* [EXERCISE DESCRIPTION]: Exactly as they appear, copy the lines from the start of the entries below to the line containing "context.font = font", both ends included.

* [ENTRIES PROVIDED]:
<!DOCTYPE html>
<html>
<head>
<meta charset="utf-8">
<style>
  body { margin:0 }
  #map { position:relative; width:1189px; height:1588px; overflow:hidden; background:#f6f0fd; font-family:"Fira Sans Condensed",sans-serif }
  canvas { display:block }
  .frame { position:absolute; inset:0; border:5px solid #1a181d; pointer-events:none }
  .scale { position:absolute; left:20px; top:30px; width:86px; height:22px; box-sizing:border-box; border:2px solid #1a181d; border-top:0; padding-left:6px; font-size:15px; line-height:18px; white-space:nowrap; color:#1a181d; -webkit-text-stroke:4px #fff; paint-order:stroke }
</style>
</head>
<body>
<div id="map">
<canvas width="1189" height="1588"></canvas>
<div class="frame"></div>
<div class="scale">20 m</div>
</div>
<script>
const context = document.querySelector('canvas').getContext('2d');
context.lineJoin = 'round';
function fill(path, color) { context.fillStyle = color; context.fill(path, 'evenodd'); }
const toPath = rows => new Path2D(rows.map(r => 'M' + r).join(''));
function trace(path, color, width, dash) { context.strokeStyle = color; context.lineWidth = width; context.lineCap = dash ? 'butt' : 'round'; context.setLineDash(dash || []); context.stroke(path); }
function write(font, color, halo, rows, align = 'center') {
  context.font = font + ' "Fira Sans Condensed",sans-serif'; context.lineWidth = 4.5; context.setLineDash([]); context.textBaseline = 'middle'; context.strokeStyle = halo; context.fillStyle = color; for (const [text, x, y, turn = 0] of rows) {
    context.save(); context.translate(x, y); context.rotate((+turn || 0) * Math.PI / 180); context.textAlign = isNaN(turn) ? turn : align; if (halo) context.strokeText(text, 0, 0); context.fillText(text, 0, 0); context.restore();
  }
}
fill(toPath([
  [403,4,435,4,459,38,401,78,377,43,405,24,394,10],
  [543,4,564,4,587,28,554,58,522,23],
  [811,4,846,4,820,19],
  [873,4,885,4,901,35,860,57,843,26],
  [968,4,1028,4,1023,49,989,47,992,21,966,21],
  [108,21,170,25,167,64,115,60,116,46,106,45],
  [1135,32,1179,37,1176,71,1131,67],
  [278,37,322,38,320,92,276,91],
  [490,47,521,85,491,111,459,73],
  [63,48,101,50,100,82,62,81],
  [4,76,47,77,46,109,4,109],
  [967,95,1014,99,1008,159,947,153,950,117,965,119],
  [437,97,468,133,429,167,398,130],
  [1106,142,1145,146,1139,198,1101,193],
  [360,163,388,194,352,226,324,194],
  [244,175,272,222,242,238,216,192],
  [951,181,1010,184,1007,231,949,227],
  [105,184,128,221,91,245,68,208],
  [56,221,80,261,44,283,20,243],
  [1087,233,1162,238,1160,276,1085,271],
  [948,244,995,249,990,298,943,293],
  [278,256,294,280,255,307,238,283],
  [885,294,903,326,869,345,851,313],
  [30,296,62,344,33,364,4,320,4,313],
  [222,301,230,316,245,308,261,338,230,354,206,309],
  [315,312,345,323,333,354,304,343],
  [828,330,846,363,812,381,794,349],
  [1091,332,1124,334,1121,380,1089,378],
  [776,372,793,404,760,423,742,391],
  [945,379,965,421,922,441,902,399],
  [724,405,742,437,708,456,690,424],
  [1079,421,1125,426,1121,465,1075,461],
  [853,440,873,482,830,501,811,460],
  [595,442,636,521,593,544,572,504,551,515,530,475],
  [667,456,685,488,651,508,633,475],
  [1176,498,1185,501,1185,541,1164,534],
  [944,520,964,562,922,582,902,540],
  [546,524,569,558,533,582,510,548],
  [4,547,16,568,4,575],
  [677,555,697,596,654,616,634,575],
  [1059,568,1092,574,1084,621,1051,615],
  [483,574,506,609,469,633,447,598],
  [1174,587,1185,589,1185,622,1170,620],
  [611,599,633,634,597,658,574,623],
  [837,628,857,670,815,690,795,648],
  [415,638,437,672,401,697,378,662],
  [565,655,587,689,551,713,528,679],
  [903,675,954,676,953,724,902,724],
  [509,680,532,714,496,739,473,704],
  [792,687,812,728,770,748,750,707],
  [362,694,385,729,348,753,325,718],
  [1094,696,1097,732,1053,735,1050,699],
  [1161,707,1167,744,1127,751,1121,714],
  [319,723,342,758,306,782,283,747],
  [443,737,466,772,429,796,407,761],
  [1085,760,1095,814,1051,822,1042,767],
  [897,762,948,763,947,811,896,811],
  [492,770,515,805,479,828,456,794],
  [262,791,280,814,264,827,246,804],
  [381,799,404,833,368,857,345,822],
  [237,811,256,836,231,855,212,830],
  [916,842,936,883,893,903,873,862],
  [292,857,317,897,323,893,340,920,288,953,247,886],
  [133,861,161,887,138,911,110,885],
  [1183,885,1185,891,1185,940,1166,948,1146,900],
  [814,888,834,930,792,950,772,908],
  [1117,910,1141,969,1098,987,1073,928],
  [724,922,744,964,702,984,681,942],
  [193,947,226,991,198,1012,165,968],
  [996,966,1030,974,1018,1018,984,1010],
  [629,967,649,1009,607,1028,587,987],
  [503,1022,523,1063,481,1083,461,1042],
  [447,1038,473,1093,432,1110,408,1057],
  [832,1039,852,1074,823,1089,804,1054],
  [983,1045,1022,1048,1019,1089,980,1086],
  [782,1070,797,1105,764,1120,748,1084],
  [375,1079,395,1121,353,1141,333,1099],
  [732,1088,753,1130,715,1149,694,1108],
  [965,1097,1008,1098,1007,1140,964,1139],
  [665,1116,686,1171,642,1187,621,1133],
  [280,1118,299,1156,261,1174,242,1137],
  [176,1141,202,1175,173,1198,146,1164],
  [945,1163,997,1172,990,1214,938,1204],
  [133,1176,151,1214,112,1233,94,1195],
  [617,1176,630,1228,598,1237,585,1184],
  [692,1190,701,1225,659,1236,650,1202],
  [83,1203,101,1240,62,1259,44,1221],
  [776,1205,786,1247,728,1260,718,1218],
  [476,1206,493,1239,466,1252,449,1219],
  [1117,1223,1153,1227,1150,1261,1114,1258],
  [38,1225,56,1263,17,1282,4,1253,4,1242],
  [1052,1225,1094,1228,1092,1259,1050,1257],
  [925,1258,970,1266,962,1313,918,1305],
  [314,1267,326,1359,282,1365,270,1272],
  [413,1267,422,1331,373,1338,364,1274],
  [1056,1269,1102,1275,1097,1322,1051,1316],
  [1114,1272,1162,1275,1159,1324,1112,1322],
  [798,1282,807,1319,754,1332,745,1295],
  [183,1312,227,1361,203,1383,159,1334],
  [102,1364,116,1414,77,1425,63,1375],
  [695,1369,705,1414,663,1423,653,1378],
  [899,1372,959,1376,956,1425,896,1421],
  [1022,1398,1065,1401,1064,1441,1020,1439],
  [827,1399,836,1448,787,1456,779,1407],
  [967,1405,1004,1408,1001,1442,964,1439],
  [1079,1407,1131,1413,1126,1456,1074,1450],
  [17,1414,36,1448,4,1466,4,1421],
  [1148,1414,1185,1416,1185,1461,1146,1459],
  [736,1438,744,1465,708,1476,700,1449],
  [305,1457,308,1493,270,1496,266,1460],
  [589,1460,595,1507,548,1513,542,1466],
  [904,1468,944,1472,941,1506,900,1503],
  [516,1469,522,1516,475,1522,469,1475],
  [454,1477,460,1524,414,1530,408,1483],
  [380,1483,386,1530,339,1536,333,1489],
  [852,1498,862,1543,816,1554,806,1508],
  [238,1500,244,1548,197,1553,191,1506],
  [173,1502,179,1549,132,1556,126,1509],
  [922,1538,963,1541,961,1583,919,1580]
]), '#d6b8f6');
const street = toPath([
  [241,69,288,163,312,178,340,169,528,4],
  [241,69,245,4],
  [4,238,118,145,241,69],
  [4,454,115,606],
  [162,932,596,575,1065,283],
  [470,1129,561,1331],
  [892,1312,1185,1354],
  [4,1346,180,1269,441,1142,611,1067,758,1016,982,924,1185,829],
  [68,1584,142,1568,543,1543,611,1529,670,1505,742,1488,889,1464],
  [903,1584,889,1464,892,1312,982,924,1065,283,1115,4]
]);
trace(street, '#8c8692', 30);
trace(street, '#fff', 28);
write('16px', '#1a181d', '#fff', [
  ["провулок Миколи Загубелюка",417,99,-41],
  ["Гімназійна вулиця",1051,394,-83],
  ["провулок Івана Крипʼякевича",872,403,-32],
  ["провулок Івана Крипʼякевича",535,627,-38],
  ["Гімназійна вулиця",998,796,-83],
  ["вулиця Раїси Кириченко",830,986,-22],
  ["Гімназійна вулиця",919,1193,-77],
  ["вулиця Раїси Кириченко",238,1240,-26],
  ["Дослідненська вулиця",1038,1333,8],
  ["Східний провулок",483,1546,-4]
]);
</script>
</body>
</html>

* [REPLY TO THE TASK]:
<!DOCTYPE html>
<html>
<head>
<meta charset="utf-8">
<style>
  body { margin:0 }
  #map { position:relative; width:1189px; height:1588px; overflow:hidden; background:#f6f0fd; font-family:"Fira Sans Condensed",sans-serif }
  canvas { display:block }
  .frame { position:absolute; inset:0; border:5px solid #1a181d; pointer-events:none }
  .scale { position:absolute; left:20px; top:30px; width:86px; height:22px; box-sizing:border-box; border:2px solid #1a181d; border-top:0; padding-left:6px; font-size:15px; line-height:18px; white-space:nowrap; color:#1a181d; -webkit-text-stroke:4px #fff; paint-order:stroke }
</style>
</head>
<body>
<div id="map">
<canvas width="1189" height="1588"></canvas>
<div class="frame"></div>
<div class="scale">20 m</div>
</div>
<script>
const context = document.querySelector('canvas').getContext('2d');
context.lineJoin = 'round';
function fill(path, color) { context.fillStyle = color; context.fill(path, 'evenodd'); }
const toPath = rows => new Path2D(rows.map(r => 'M' + r).join(''));
function trace(path, color, width, dash) { context.strokeStyle = color; context.lineWidth = width; context.lineCap = dash ? 'butt' : 'round'; context.setLineDash(dash || []); context.stroke(path); }
function write(font, color, halo, rows, align = 'center') {
  context.font = font + ' "Fira Sans Condensed",sans-serif'; context.lineWidth = 4.5; context.setLineDash([]); context.textBaseline = 'middle'; context.strokeStyle = halo; context.fillStyle = color; for (const [text, x, y, turn = 0] of rows) {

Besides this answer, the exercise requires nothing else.